On Mon 14-09-20 12:06:54, mateusznosek0@gmail.com wrote:
> From: Mateusz Nosek <mateusznosek0@gmail.com>
> 
> Most operations from '__alloc_pages_may_oom' do not require oom_mutex hold.
> Exception is 'out_of_memory'. The patch refactors '__alloc_pages_may_oom'
> to reduce critical section size and improve overall system performance.

This is a real slow path. What is the point of optimizing it?

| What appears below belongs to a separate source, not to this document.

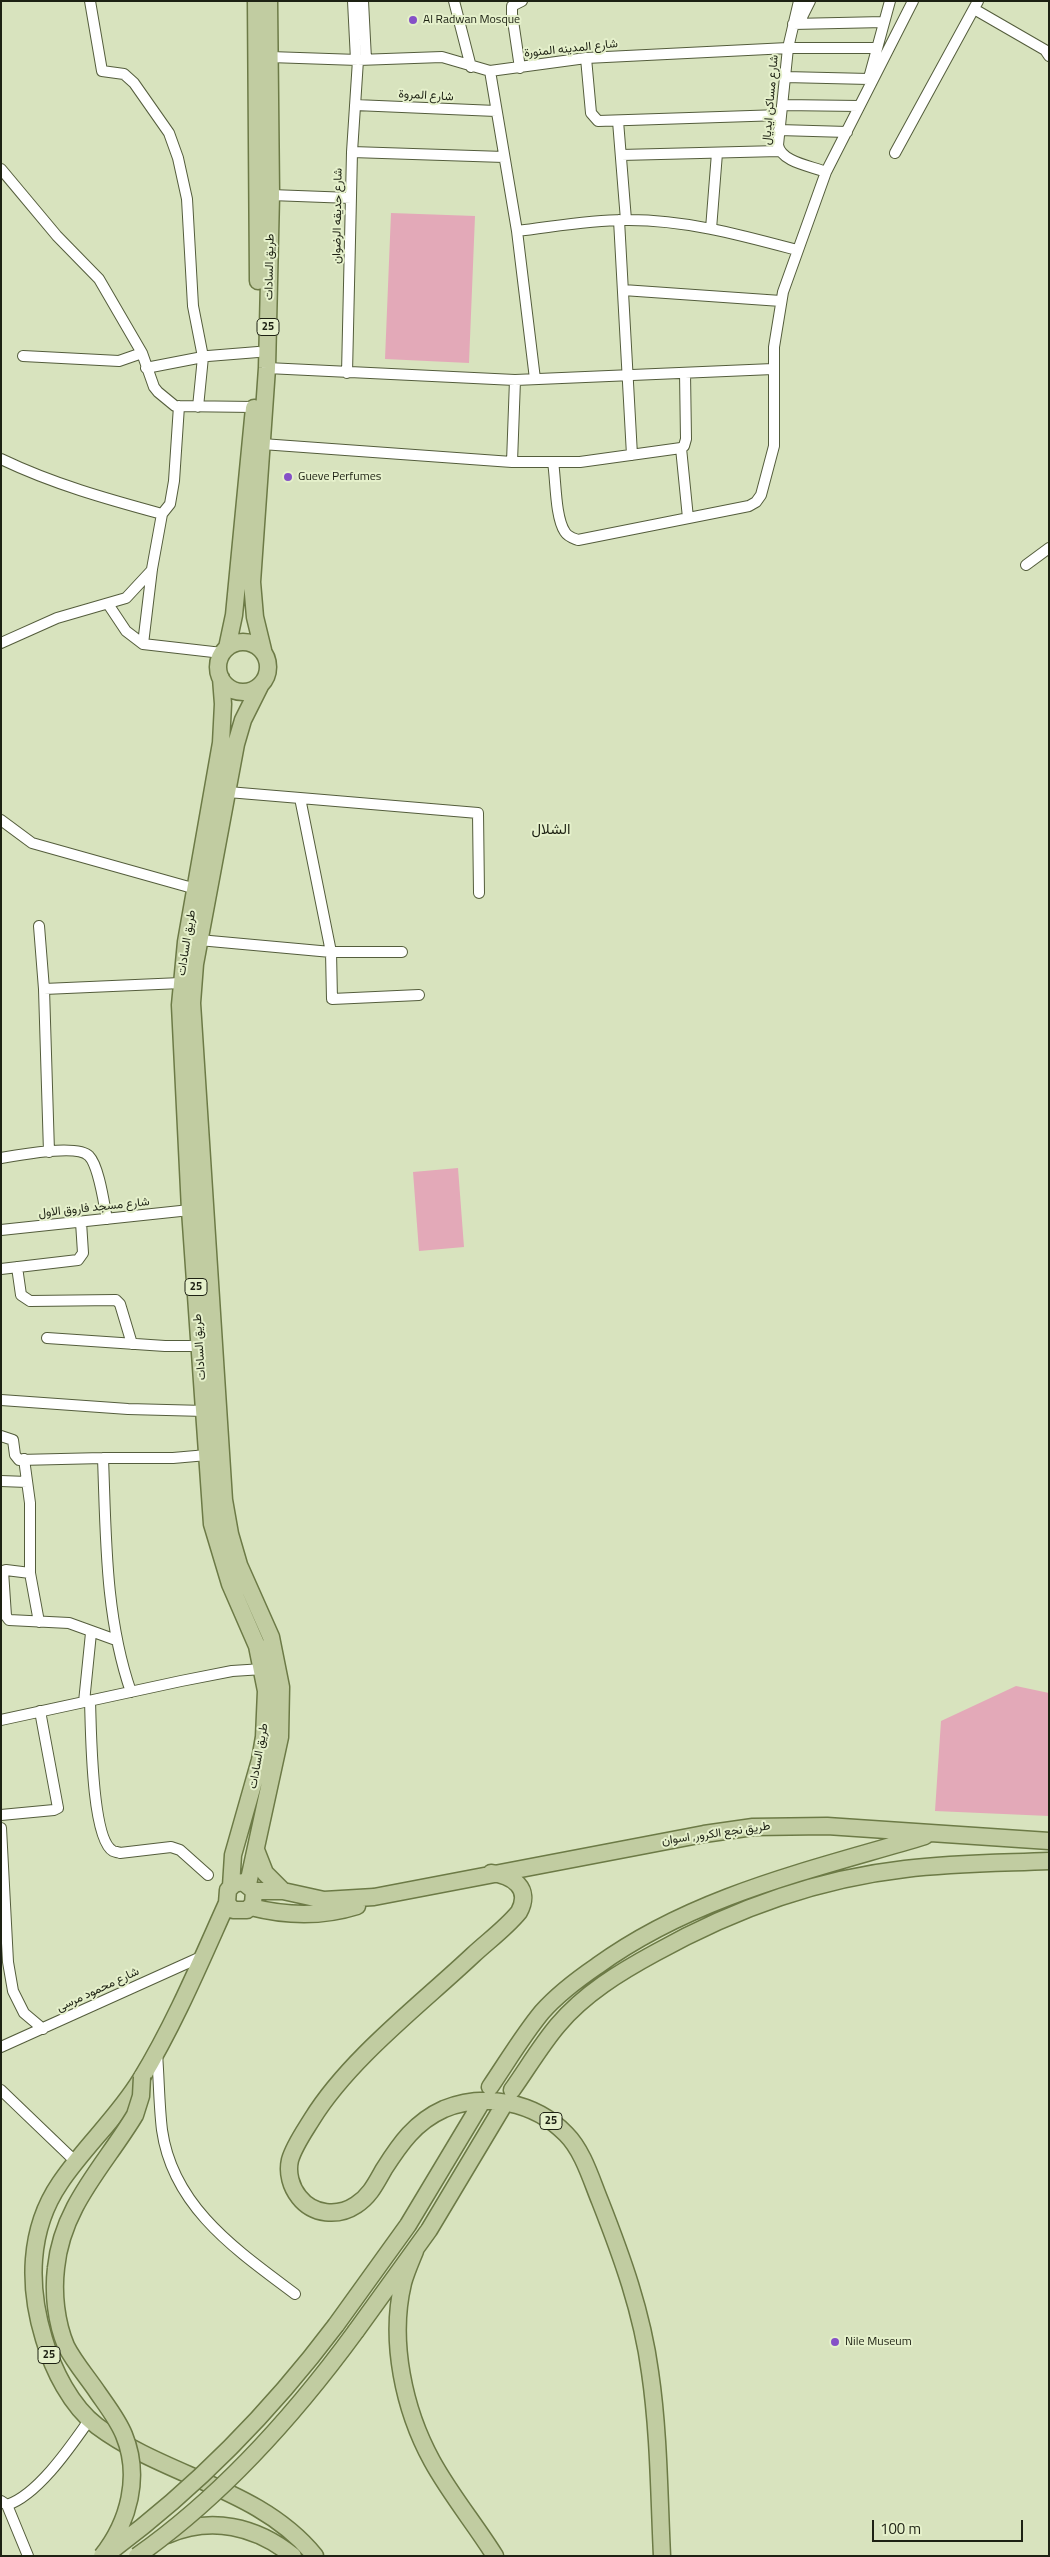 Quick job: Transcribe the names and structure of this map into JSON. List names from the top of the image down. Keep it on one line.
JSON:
{"streets":{"main road":["طريق السادات","25","طريق نجع الكرور, اسوان"],"street":["شارع المدينه المنورة","شارع المروة","شارع مساكن ايديال","شارع حديقه الرضوان","شارع مسجد فاروق الاول","شارع محمود مرسى"]},"crossings":[["شارع المدينه المنورة","شارع مساكن ايديال"],["شارع المدينه المنورة","شارع حديقه الرضوان"],["شارع المدينه المنورة","طريق السادات"],["شارع المروة","شارع حديقه الرضوان"],["طريق السادات","25"],["طريق السادات","شارع مسجد فاروق الاول"],["طريق السادات","طريق نجع الكرور, اسوان"],["25","طريق نجع الكرور, اسوان"],["25","شارع محمود مرسى"]],"districts":["الشلال"],"places":["Al Radwan Mosque","Gueve Perfumes","Nile Museum"],"scale_bar":"100 m"}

Do you
have any numbers?

Also I am not convinced the patch is entirely safe. At least the last
allocation attempt is meant to be done under the lock to allow only one
task to perform this. I have forgot the complete reasoning behind that
but at least the changelog should argue why that is ok.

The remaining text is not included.